1

I have a (x,y) dataset, and I would like to calculate the r_value**2 for every 10 elements (so between element 0 and 9, between 1 and 10, ..., between n-10 and n).

Ideally the code should give out the r_value**2_max and save all r-values in a list. I've made a loop, but don't know how to tell stats.linregress to look between test_i and test_i+10 and save all r-values**2 in a list.

So far, I have this:

import matplotlib.pyplot as plt
from scipy import stats
import numpy as np
import csv


path = '/storage/.../01_python_in/'

test = np.loadtxt(path + 'sample_data.txt', skiprows=0)

test_min = 0
test_max = len(test)

for test_i in range(test_min, test_max-10):
    slope, intercept, r_value, p_value, std_err = stats.linregress(test[:, 0], test[:, 1])
    print 'i:', test_i, 'r**2:', r_value**2
albert
  • 8,027
  • 10
  • 48
  • 84
burazija
  • 17
  • 4
  • are you intending to do this for x-coords 1 and 2, 2 and 3, 3 and 4 etc., and then 10 and 11, 11 and 12 ... 18 and 19? – David Zemens Aug 31 '15 at 13:50
  • Looks to me like you want to do a "rolling window"? Look here: [Efficient Numpy 2D array construction from 1D array](http://stackoverflow.com/q/4923617/1730674) – askewchan Aug 31 '15 at 13:59

1 Answers1

0

The way to manually implement this is to slice the first dimension of your array from test_i to test_i + 10, like this:

linregress(test[test_i:test_i+window, 0], test[test_i:test_i+window, 1])

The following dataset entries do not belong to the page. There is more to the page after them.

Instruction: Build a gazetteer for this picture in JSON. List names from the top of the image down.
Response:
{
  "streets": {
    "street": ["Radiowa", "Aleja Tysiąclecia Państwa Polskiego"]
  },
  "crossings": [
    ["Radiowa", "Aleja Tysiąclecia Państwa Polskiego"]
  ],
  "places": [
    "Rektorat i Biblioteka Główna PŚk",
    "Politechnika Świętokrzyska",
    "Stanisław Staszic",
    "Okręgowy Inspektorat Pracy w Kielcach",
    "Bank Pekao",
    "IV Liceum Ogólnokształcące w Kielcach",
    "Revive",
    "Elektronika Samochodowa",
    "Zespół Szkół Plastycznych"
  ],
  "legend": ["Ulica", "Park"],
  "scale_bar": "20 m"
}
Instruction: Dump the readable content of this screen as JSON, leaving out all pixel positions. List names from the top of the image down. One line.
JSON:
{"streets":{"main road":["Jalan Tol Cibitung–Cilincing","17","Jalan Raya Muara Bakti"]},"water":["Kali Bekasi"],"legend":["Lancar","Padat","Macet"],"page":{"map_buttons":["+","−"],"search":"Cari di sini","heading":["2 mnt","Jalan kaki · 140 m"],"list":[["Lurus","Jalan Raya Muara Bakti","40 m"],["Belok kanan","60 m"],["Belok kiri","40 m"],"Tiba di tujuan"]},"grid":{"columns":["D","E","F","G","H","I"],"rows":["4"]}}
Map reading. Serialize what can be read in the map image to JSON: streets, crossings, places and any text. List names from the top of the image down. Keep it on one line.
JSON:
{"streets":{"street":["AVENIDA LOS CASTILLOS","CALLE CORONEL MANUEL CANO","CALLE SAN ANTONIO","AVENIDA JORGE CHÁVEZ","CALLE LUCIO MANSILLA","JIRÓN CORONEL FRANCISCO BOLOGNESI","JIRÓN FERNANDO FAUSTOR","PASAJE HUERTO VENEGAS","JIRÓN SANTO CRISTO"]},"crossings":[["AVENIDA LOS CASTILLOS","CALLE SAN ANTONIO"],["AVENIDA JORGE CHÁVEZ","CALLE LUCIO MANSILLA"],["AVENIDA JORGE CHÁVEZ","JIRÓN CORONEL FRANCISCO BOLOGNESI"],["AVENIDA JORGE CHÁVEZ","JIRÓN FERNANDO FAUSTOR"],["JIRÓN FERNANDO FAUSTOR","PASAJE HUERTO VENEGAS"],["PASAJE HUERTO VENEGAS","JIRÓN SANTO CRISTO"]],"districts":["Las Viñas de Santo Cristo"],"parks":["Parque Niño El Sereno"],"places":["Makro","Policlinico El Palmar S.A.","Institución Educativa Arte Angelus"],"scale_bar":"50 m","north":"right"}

Actually, you don't have to split apart the x and y parts for linregress:

linregress(test[test_i:test_i+window])

You could also save the r_values by building a list in your loop. This, along with the above is shown here:

window = 10
r_values = []
for test_i in range(len(test)-window):
    slope, intercept, r_value, p_value, std_err = \
            stats.linregress(test[test_i:test_i + window])
    r_values.append(r_value)
    print 'i:', test_i, 'r**2:', r_value**2

It's actually simple enough for a list comprehension:

r_values = [stats.linregress(test[i:i+w]).rvalue for i in range(len(test)-w)]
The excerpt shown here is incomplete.